# INSTRUCTIONS FOR THE TASK:
Identify, in the records below, every line where the string "icon" appears, and copy each such line.

BEGIN

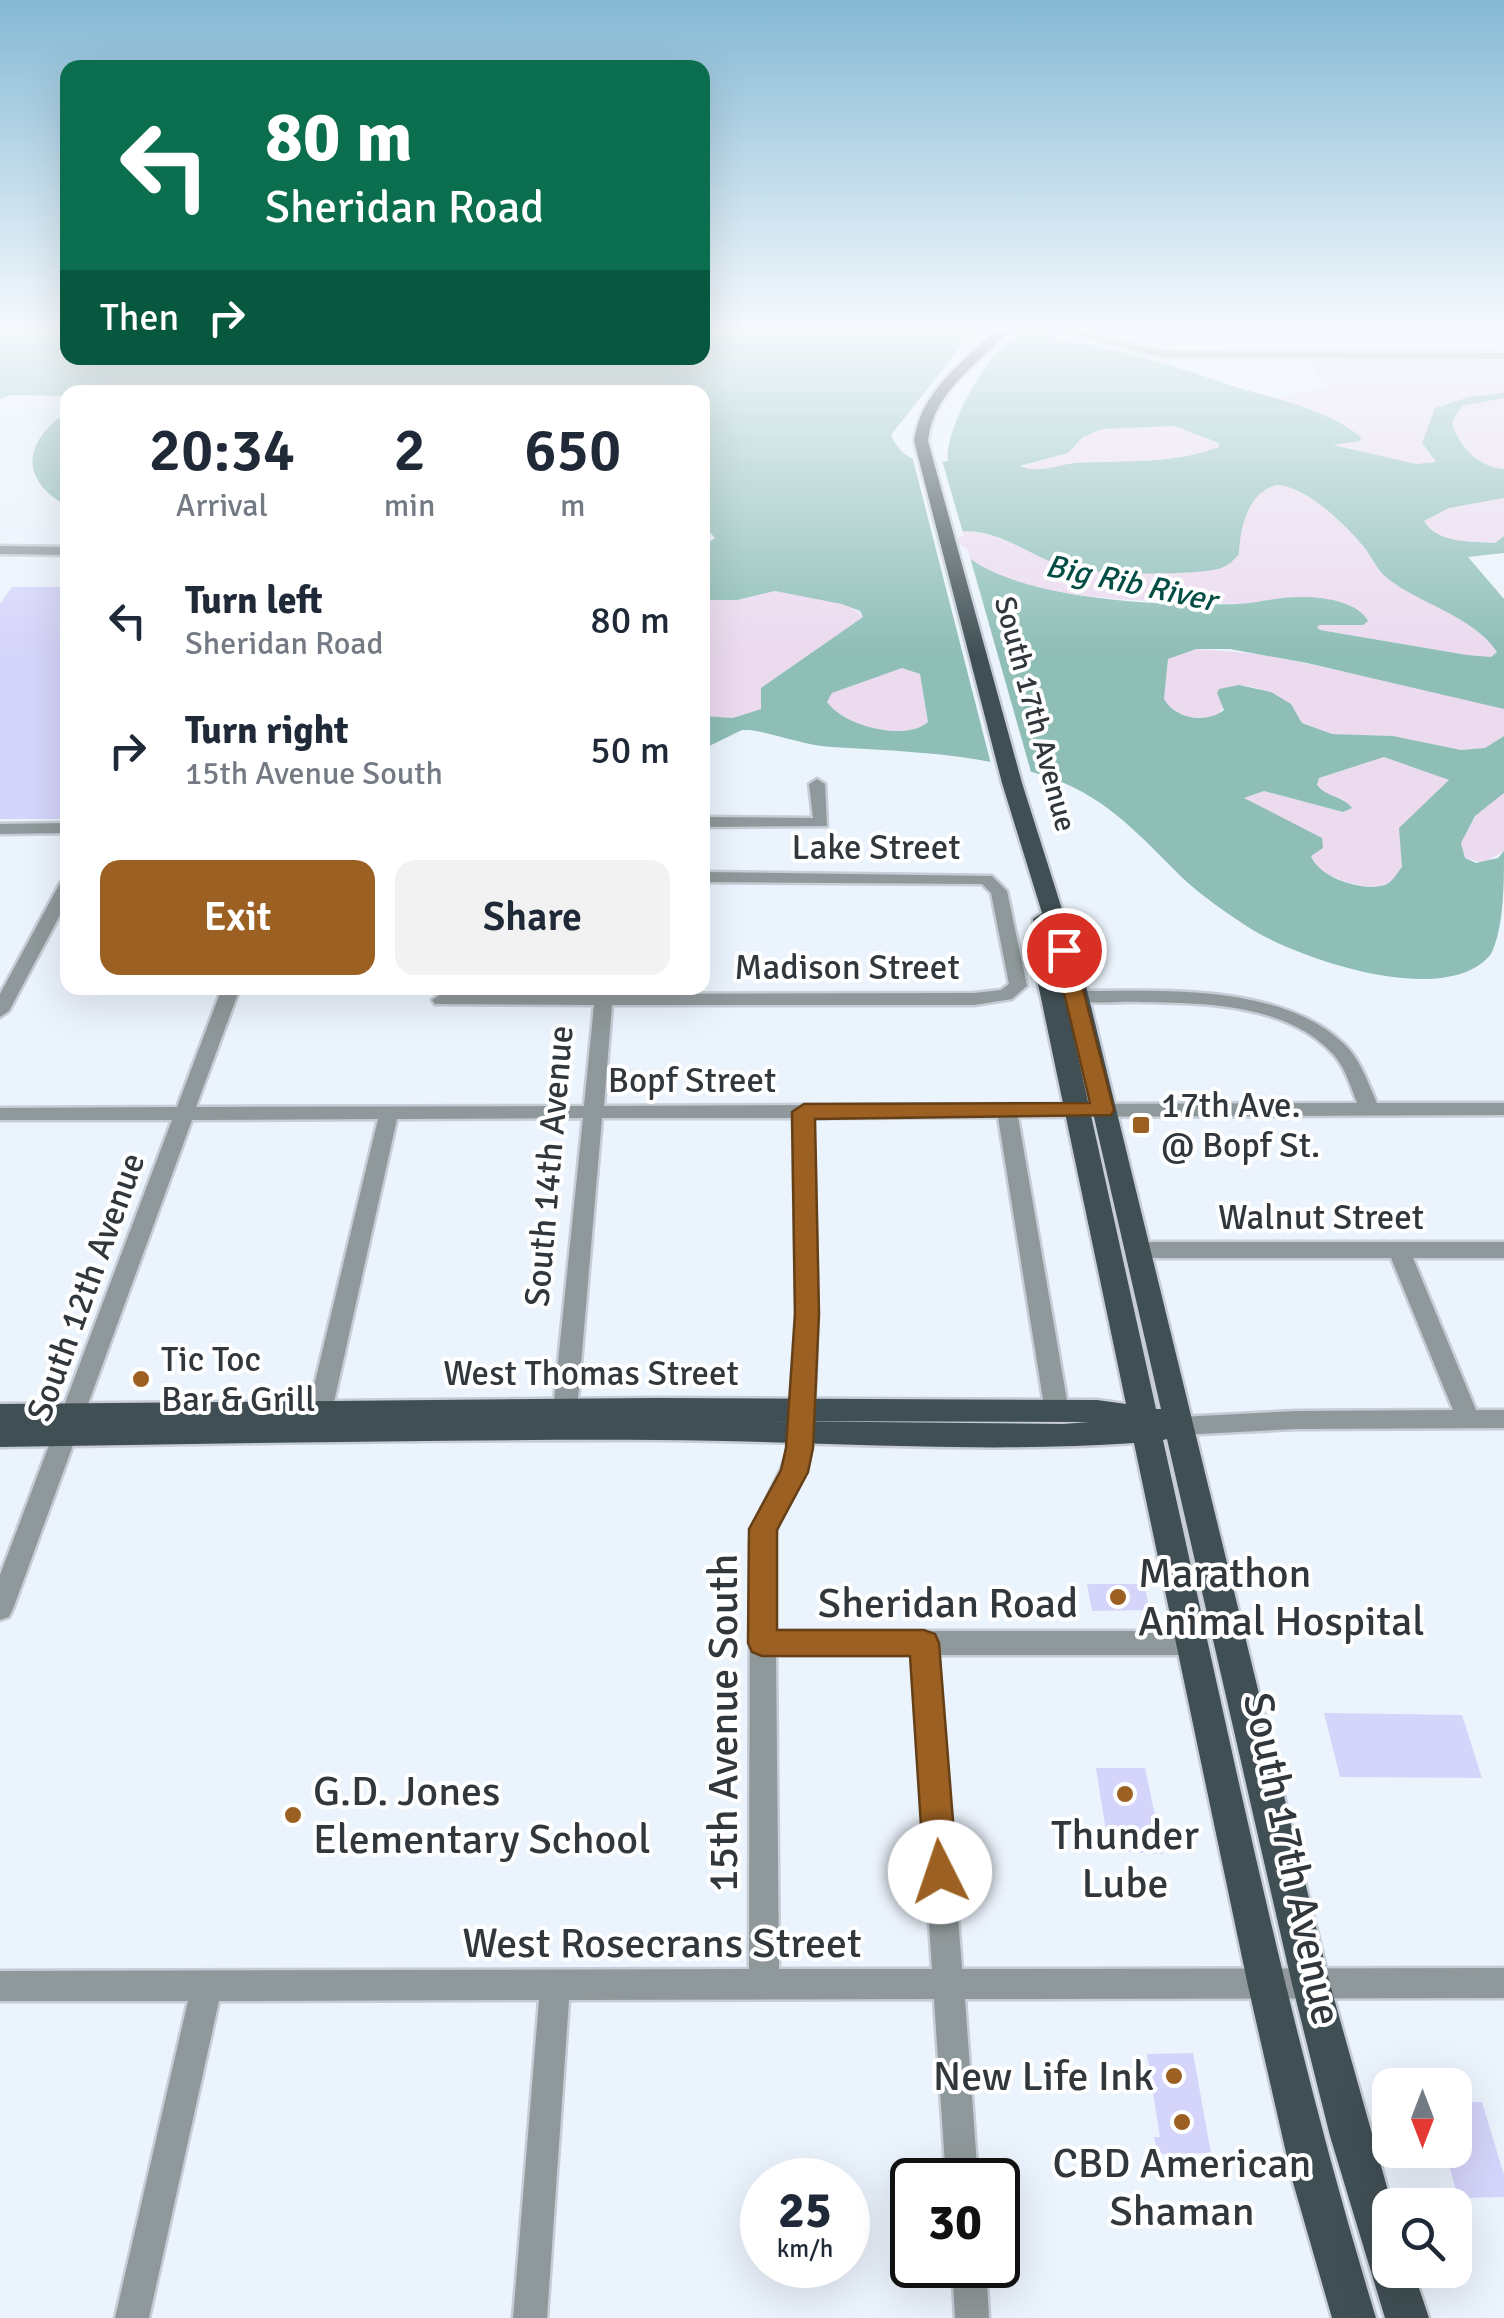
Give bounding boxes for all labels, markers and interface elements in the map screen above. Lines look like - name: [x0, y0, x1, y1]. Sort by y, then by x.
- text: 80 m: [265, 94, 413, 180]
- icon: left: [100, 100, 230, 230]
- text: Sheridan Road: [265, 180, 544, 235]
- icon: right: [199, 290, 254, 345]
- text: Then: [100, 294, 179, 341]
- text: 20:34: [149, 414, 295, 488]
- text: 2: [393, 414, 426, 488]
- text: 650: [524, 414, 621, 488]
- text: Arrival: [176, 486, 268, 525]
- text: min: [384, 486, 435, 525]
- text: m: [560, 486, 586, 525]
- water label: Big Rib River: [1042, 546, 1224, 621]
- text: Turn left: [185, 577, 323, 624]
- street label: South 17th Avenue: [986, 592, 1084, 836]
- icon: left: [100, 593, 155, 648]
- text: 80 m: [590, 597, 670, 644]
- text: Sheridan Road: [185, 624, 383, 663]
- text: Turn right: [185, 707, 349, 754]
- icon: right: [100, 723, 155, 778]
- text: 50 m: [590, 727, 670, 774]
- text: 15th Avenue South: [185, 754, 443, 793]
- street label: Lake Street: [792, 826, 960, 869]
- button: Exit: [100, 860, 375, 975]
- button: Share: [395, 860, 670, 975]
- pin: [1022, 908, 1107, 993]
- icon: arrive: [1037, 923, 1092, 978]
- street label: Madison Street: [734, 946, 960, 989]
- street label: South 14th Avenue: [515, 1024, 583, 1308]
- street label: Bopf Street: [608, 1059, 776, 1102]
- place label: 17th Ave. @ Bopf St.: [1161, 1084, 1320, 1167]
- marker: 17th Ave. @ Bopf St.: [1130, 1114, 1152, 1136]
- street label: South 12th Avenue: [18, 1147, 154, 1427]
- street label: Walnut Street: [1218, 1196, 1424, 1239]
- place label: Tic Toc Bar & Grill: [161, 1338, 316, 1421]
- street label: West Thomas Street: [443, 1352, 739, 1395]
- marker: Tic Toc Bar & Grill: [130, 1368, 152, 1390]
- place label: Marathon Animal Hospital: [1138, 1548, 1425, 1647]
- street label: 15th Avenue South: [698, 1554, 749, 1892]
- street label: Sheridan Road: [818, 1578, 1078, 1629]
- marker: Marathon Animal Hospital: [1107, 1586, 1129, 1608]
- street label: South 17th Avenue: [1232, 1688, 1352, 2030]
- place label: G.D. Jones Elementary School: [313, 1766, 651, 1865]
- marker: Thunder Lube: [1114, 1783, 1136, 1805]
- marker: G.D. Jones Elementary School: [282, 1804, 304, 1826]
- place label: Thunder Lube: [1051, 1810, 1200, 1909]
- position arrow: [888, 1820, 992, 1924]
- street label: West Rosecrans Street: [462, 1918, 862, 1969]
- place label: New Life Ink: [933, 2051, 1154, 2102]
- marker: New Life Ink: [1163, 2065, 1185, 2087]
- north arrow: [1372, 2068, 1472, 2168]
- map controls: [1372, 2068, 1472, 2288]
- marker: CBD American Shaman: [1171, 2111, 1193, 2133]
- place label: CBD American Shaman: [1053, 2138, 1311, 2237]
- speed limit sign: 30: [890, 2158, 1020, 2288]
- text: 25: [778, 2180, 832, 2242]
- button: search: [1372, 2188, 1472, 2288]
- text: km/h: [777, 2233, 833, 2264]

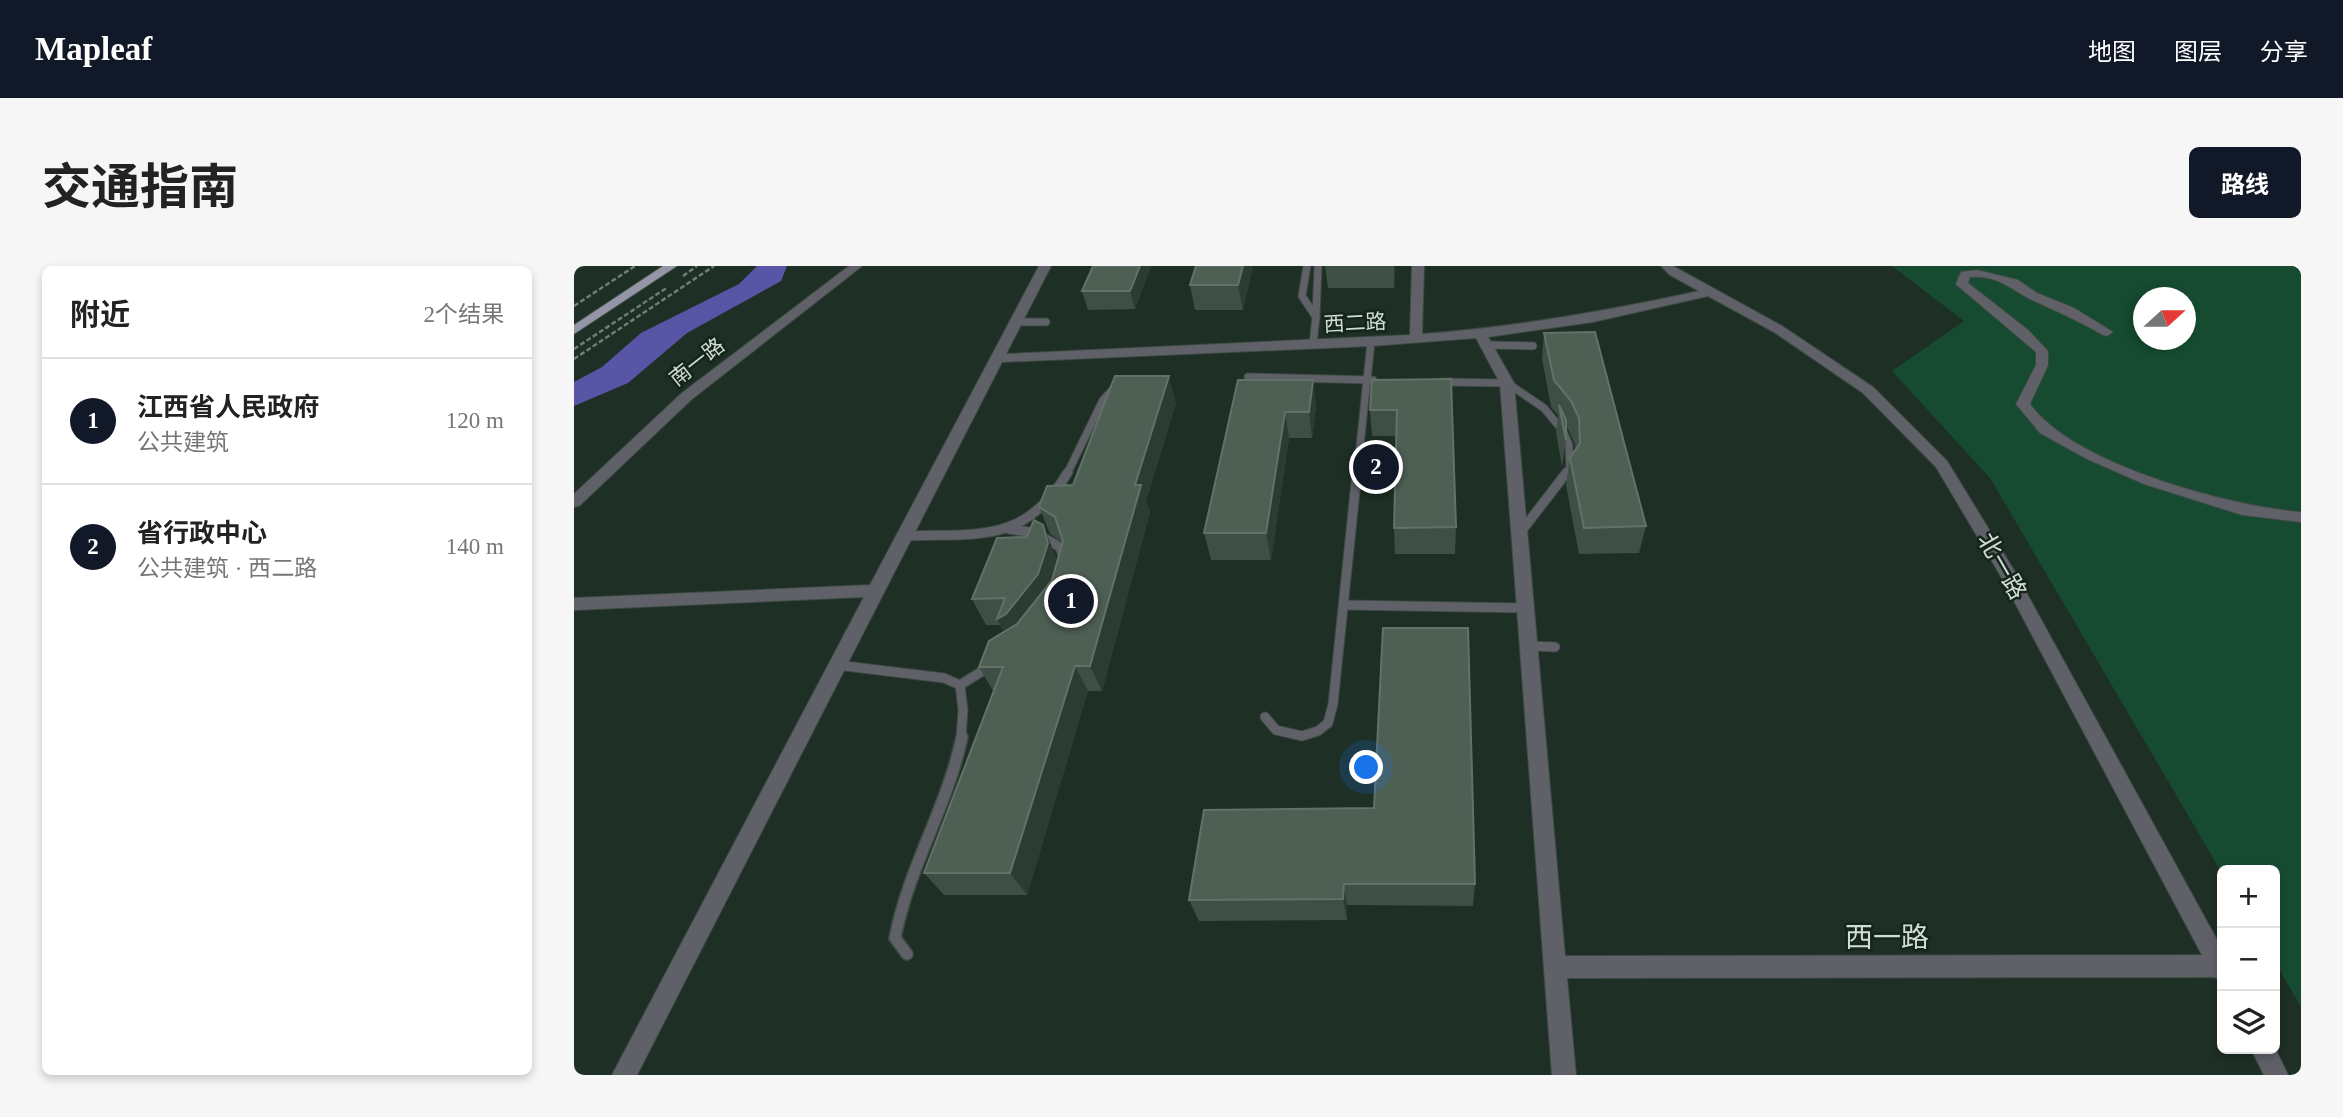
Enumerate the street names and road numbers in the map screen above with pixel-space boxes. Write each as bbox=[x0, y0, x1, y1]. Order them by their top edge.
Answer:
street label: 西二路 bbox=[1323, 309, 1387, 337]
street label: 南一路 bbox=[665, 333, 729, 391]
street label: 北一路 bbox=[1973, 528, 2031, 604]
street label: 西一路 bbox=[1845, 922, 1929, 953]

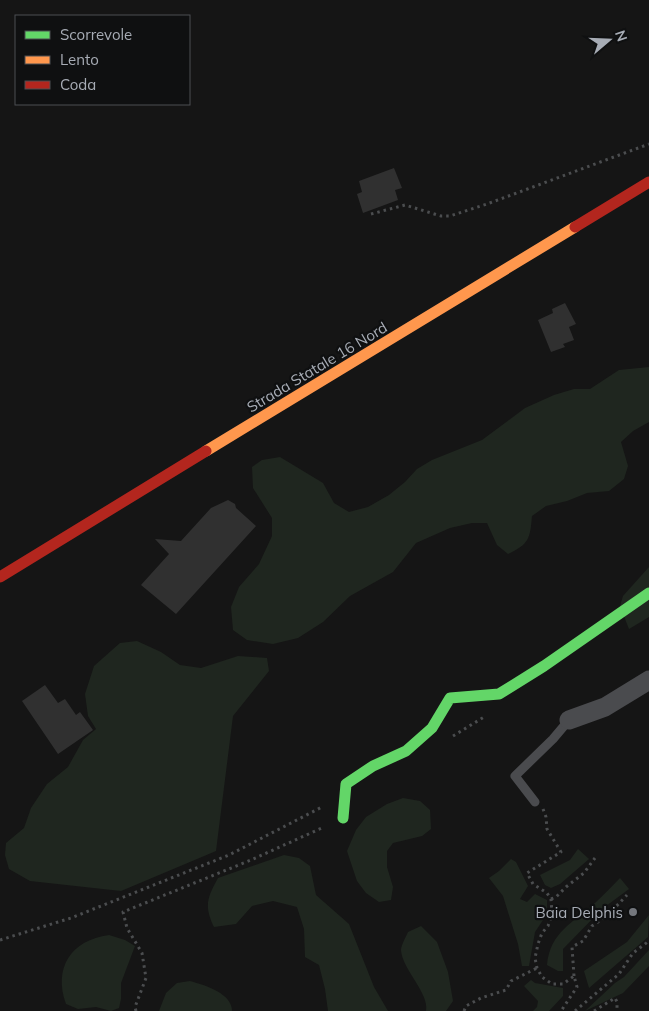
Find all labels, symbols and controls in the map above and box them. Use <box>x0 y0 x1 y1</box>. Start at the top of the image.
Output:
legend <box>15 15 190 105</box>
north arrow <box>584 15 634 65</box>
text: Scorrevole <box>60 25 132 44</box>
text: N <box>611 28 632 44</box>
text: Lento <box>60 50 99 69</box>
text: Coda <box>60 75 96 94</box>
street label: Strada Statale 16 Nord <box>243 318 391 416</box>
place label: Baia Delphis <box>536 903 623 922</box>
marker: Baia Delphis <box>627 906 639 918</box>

END

# ANSWER BELOW:
- icon: left: [100, 100, 230, 230]
- icon: right: [199, 290, 254, 345]
- icon: left: [100, 593, 155, 648]
- icon: right: [100, 723, 155, 778]
- icon: arrive: [1037, 923, 1092, 978]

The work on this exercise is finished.